KJohnson Posted February 22, 2000 Posted February 22, 2000 Look at DOL Opinion letter 97-03A. At least in the single employer context, DOL apparently takes the position that amending a plan may be a "mixed" funciton benefitting both plan participants and the plan sponsor. My recollection of this Opinion Letter is that if you have the same "decision maker" paying the plan's bills and the employer's bills, then there is a conflict and an "independent fiduciary" may be required to allocate expenses betweent he plan and the employer Unless you have very large counsel bills, this makes paying the expenses out of the plan impractical.
chris Posted February 22, 2000 Posted February 22, 2000 Can fees/expenses for restating our plan be paid from the general plan assets?

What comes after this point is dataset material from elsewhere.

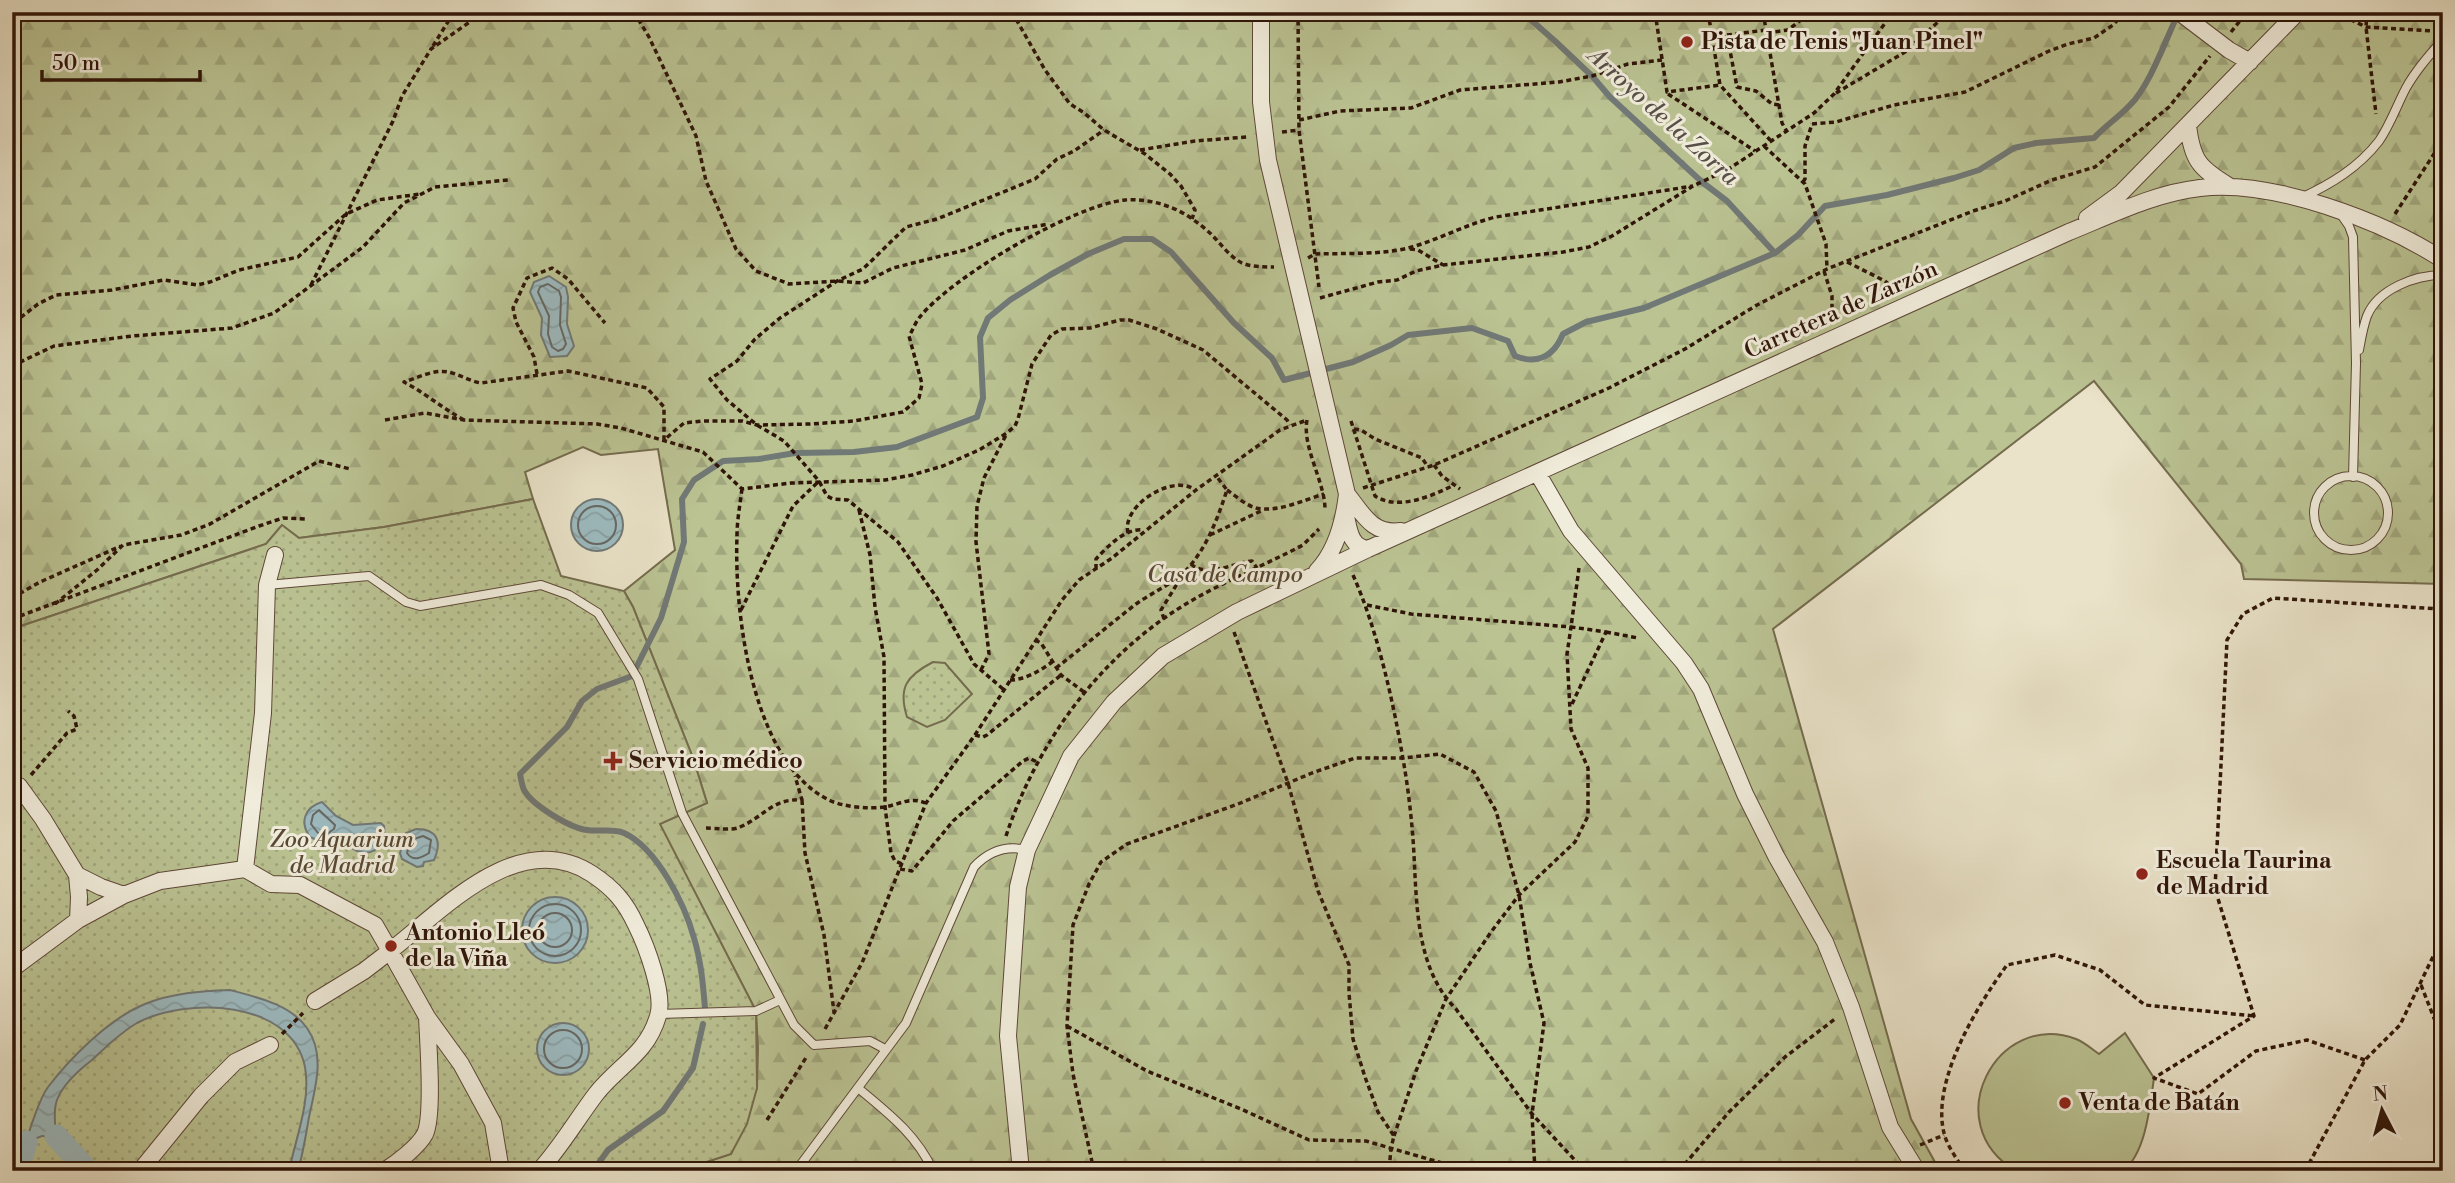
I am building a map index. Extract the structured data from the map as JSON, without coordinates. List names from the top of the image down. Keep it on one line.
{"streets":{"street":["Carretera de Zarzón"]},"water":["Arroyo de la Zorra"],"parks":["Casa de Campo","Zoo Aquarium de Madrid"],"places":{"other":["Pista de Tenis \"Juan Pinel\"","Escuela Taurina de Madrid","Antonio Lleó de la Viña","Venta de Batán"],"health":["Servicio médico"]},"scale_bar":"50 m","north":"top"}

Alf Posted February 22, 2000 Posted February 22, 2000 First, of course, check the plan document to see what it provides. Second, GUST amendments (or any compliance amendments required to maintain the plan's qualified status) can be paid out of the trust . I would begin to worry about the paying the expenses out of the trust if the employer is also making design changes that aren't requred to maintain compliance with required law changes. Then you have an issue about having to apportion the expense or having the sponsor pay all of it as a settlor expense that isn't properly charged to participants.

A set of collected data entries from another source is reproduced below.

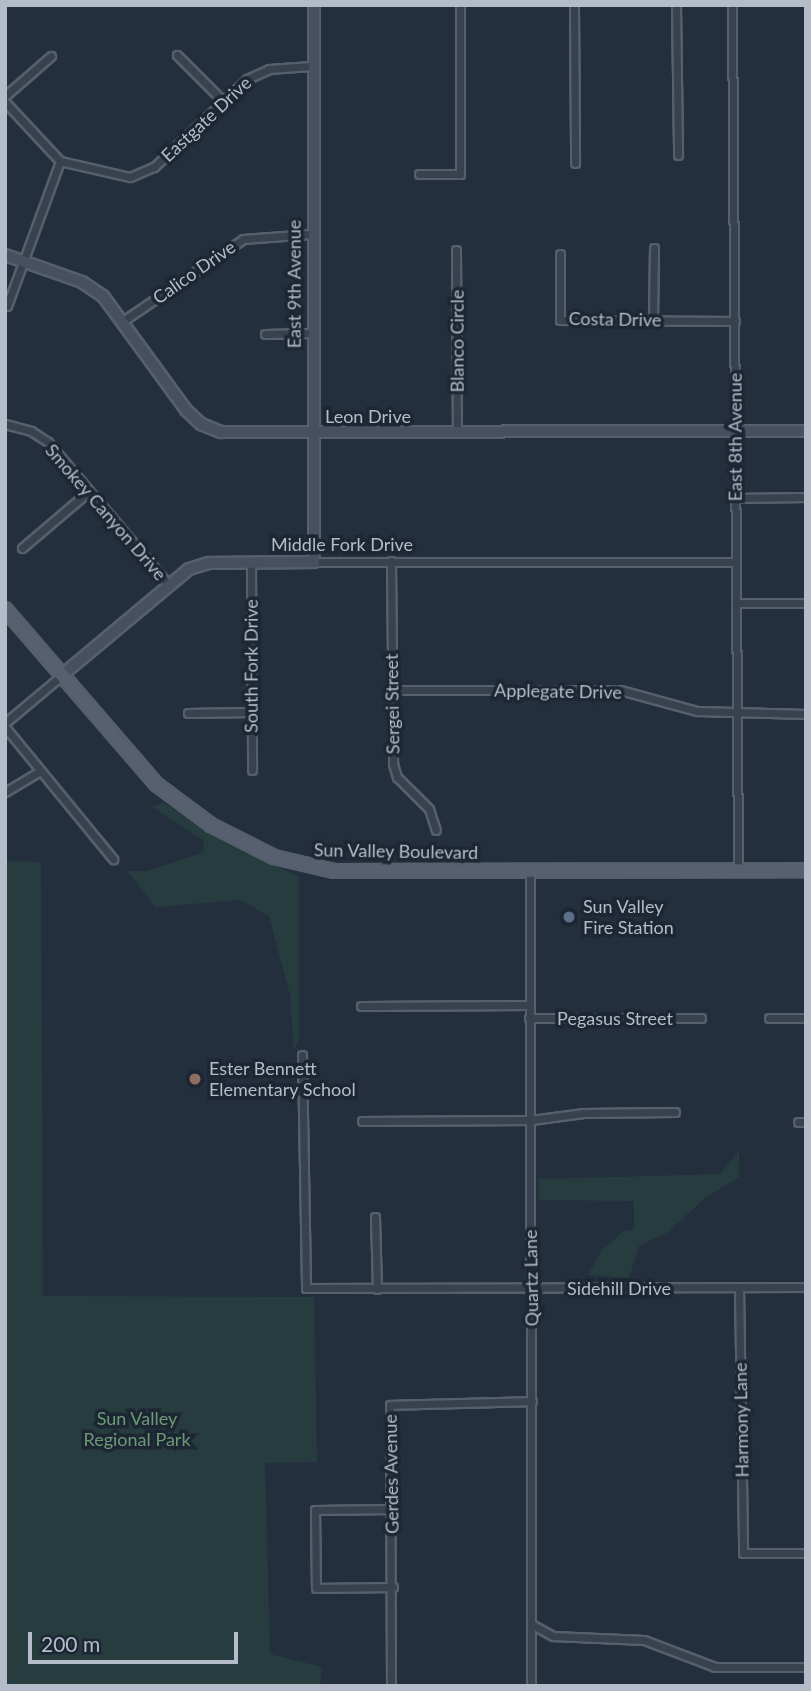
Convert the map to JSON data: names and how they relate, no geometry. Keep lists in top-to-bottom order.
{
  "streets": {
    "main road": ["Sun Valley Boulevard"],
    "street": [
      "Eastgate Drive",
      "Calico Drive",
      "East 9th Avenue",
      "Costa Drive",
      "Blanco Circle",
      "Leon Drive",
      "East 8th Avenue",
      "Smokey Canyon Drive",
      "Middle Fork Drive",
      "South Fork Drive",
      "Applegate Drive",
      "Sergei Street",
      "Pegasus Street",
      "Quartz Lane",
      "Sidehill Drive",
      "Harmony Lane",
      "Gerdes Avenue"
    ]
  },
  "crossings": [
    ["Eastgate Drive", "East 9th Avenue"],
    ["Calico Drive", "East 9th Avenue"],
    ["Calico Drive", "Leon Drive"],
    ["East 9th Avenue", "Leon Drive"],
    ["East 9th Avenue", "Middle Fork Drive"],
    ["Costa Drive", "East 8th Avenue"],
    ["Blanco Circle", "Leon Drive"],
    ["Leon Drive", "East 8th Avenue"],
    ["East 8th Avenue", "Middle Fork Drive"],
    ["East 8th Avenue", "Applegate Drive"],
    ["East 8th Avenue", "Sun Valley Boulevard"],
    ["Smokey Canyon Drive", "Middle Fork Drive"],
    ["Middle Fork Drive", "South Fork Drive"],
    ["Middle Fork Drive", "Sergei Street"],
    ["Middle Fork Drive", "Sun Valley Boulevard"],
    ["Applegate Drive", "Sergei Street"],
    ["Sun Valley Boulevard", "Quartz Lane"],
    ["Pegasus Street", "Quartz Lane"],
    ["Quartz Lane", "Sidehill Drive"],
    ["Quartz Lane", "Gerdes Avenue"],
    ["Sidehill Drive", "Harmony Lane"]
  ],
  "parks": ["Sun Valley Regional Park"],
  "places": ["Sun Valley Fire Station", "Ester Bennett Elementary School"],
  "scale_bar": "200 m"
}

KJohnson Posted February 23, 2000 Author Posted February 23, 2000 I don't think DOL completely agrees with Alf's analysis. I pulled 97-03A and looked at it again. DOL specifcally addressed the issue of "expenses attendant to amending a plan to maintain its tax-qualified status" including seeking a determination letter. DOL stated that only "a portion" of the expenses related to such actions could be allocated to the plan because ensuring tax qualfication confers significant benefits on both the plan sponsor and plan participants. DOL then looked at the potential prohibited transaction issue under 406(B)(1) and 406(B)(2) when "one party" attempts the allocation between the plan and the employer and came to the conclusion that an independent fiduciary could be required. I don't think that DOL came to the right result, but that opinion is "out there".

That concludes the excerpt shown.